Full version: Pull from docs, issues, and previous handoffs.
Step-by-step
- Create messy notes about architecture, commands, decisions, and open questions.
- Extract durable facts from temporary chatter.
- Write
AGENTS.mdwith commands, standards, and boundaries. - Write separate notes for architecture and deployment.
- Add a stale-fact warning section.
- Add a check that required sections exist.
Practice proof
python main.py --notes data/project_notes/ --out output/memory/
Done means a new agent can start work without re-discovering basic project facts.
Lab 30 · Handoff packet generator
Pathway: Agentic workflows
Goal: Create a handoff packet from git status, recent commits, open tasks, and verification notes.
Small version: Read local text fixtures.
Full version: Inspect a real repo and open PR.
Step-by-step
- Create fixtures for git status, commit log, TODOs, and test output.
- Summarize what changed.
- Separate done, in progress, blocked, and next actions.
- Include verification commands and results.
- Add risks and files touched.
- Add tests for section completeness.
Practice proof
python main.py --repo-fixture data/repo_state/ --out output/handoff.md
Done means another person or agent can continue without guessing the state.

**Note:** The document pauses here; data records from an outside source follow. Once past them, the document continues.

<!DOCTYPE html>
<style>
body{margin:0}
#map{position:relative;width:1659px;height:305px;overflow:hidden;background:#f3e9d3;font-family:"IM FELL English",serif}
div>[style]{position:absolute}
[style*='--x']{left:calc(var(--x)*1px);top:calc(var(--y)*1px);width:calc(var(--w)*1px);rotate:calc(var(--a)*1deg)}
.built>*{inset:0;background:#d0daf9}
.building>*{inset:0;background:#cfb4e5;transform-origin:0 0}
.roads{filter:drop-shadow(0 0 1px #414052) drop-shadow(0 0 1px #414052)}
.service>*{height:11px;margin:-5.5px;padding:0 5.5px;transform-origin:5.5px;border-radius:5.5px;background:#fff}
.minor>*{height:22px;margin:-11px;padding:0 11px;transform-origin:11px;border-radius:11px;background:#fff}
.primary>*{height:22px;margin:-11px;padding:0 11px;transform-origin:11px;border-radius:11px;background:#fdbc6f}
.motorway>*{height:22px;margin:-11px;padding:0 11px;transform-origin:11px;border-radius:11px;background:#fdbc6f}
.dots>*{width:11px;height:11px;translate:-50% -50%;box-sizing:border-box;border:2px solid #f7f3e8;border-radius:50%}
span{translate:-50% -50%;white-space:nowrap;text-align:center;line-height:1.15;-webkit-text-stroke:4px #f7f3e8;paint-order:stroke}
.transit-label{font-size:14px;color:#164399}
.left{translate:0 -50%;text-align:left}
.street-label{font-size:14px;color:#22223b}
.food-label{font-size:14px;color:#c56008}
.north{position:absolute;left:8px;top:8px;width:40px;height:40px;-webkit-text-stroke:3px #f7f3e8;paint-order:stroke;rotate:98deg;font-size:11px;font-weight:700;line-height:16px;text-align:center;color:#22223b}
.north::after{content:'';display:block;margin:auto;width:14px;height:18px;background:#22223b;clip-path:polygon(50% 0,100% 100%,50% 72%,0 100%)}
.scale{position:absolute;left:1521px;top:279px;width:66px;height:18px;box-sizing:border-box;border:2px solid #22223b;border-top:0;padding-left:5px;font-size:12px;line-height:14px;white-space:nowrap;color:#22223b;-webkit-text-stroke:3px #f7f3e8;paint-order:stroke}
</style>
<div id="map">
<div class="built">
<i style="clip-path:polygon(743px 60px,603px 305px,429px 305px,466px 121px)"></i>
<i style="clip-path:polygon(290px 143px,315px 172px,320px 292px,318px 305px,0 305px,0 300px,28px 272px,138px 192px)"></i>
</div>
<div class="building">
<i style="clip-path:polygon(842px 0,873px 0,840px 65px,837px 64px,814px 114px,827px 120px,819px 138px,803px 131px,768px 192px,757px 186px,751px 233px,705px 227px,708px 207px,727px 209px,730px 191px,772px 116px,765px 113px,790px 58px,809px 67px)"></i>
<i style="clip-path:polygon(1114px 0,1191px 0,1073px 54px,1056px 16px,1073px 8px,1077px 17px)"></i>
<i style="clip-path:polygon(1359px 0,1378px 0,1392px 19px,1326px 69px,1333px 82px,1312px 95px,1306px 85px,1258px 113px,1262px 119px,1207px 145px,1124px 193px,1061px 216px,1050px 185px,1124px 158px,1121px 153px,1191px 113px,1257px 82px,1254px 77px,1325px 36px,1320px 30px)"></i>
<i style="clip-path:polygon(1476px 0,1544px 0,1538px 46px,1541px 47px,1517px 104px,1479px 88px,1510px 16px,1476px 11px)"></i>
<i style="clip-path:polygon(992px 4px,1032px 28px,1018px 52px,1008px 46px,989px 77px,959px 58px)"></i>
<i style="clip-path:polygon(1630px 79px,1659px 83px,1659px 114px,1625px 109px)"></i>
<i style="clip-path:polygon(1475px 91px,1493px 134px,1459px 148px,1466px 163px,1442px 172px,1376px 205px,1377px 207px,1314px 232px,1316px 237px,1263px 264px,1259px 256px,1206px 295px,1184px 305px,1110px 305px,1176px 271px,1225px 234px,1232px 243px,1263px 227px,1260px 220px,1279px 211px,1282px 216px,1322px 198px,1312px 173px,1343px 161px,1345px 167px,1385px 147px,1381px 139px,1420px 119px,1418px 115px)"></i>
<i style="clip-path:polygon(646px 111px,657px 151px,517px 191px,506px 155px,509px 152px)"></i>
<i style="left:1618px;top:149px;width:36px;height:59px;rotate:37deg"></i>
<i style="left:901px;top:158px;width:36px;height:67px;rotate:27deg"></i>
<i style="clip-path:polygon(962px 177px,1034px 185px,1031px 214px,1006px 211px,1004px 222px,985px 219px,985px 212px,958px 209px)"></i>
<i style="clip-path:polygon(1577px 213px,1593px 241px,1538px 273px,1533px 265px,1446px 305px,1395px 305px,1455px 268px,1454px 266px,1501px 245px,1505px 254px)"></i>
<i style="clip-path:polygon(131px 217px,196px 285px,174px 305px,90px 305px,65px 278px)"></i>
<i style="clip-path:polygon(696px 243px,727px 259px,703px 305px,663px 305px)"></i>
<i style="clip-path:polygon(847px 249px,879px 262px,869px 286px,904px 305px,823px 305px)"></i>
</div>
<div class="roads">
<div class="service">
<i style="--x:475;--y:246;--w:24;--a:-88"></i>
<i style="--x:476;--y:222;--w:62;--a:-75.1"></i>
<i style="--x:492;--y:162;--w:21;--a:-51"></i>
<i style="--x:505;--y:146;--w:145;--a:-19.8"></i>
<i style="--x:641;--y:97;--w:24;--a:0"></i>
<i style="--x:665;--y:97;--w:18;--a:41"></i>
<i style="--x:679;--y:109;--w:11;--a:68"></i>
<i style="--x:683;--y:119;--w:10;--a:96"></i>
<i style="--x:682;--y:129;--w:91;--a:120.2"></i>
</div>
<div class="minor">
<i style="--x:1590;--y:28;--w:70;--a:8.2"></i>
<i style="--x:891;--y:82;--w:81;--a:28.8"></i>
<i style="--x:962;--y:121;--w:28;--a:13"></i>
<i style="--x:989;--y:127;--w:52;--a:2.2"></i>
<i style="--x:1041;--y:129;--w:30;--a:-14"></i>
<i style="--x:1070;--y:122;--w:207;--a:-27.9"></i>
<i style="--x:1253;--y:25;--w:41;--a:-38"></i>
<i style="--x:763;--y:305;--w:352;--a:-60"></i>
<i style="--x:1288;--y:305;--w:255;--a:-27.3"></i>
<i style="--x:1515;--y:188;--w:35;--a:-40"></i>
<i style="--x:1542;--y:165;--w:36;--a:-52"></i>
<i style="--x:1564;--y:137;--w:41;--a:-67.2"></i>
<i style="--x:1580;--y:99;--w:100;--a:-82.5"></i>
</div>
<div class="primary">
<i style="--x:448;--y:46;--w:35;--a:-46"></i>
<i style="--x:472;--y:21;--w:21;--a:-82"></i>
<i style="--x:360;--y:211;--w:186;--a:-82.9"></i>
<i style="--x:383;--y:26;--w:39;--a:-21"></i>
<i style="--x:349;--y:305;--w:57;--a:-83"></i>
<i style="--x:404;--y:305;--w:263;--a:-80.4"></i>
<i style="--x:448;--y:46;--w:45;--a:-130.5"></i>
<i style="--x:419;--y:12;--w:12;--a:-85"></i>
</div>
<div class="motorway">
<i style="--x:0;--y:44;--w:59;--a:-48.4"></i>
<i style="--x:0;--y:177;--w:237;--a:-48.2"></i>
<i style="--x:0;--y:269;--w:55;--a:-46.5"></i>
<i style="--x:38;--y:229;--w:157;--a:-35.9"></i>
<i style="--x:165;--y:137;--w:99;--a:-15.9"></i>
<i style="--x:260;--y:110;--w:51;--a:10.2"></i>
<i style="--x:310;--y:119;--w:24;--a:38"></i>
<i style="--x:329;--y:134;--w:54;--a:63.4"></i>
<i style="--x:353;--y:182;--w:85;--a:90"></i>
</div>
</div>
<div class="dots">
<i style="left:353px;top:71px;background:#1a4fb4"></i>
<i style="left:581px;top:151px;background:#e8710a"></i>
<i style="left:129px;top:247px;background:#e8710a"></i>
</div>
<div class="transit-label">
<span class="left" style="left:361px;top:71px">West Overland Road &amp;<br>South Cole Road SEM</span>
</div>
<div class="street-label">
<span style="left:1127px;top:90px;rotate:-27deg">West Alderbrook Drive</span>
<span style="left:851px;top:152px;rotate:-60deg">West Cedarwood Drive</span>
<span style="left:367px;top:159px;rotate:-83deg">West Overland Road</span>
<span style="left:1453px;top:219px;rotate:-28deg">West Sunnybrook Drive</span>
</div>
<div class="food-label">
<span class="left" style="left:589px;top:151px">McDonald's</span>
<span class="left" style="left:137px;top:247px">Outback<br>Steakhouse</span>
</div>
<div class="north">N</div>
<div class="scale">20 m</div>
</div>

How to use these with the 32 lessons
| Course point | What to do with a lab |
|---|---|
| Lesson 2.1 | Pick two lab candidates and write done checks. |
| Lesson 3.1 | Choose one lab and cut scope to the small version. |
| Lesson 3.2 | Ask for a plan for the first slice only. |
| Lesson 3.3 | Build one module at a time. |
| Lesson 3.4 | Ship local proof: command output, sample files, README. |
| Lesson 4.2 | Add tests/checks for the critical behavior. |
| Lesson 4.3 | Add project instructions and safe credential rules. |
| Lesson 4.4 | Run no-slop against generated code. |
| Lesson 5.2 | Attach proof before saying shipped. |
| Lesson 6.3 | Add handoff notes and team conventions. |
| Lesson 6.9 | Add cost and observability notes where the lab has API, model, or data runs. |
| Lesson 6.10 | Add data boundary and credential safety notes. |
| Lesson 6.11 | Package the lab so another learner can run it. |
Instructor notes
For fresh graduates, start with local CSV mode. Snowflake and LLM credentials add too many failure modes for the first pass.
For experienced engineers, keep the same lab but raise the bar:
- config validation,
- dry-run mode,
- tests,
- structured output,
- credential safety,
- README with reproducible commands.
For live workshops, choose the shared room exercise by audience:
- mixed or beginner cohort: Lab 1 or Lab 12,
- engineering leaders: Lab 14, Lab 25, or Lab 30,
- data platform cohort: Lab 4, Lab 9, or Lab 16,
- AI product cohort: Lab 20, Lab 23, or Lab 24.
Use the smallest version first. The room should see one complete pass from brief to proof before splitting into deeper pathway work.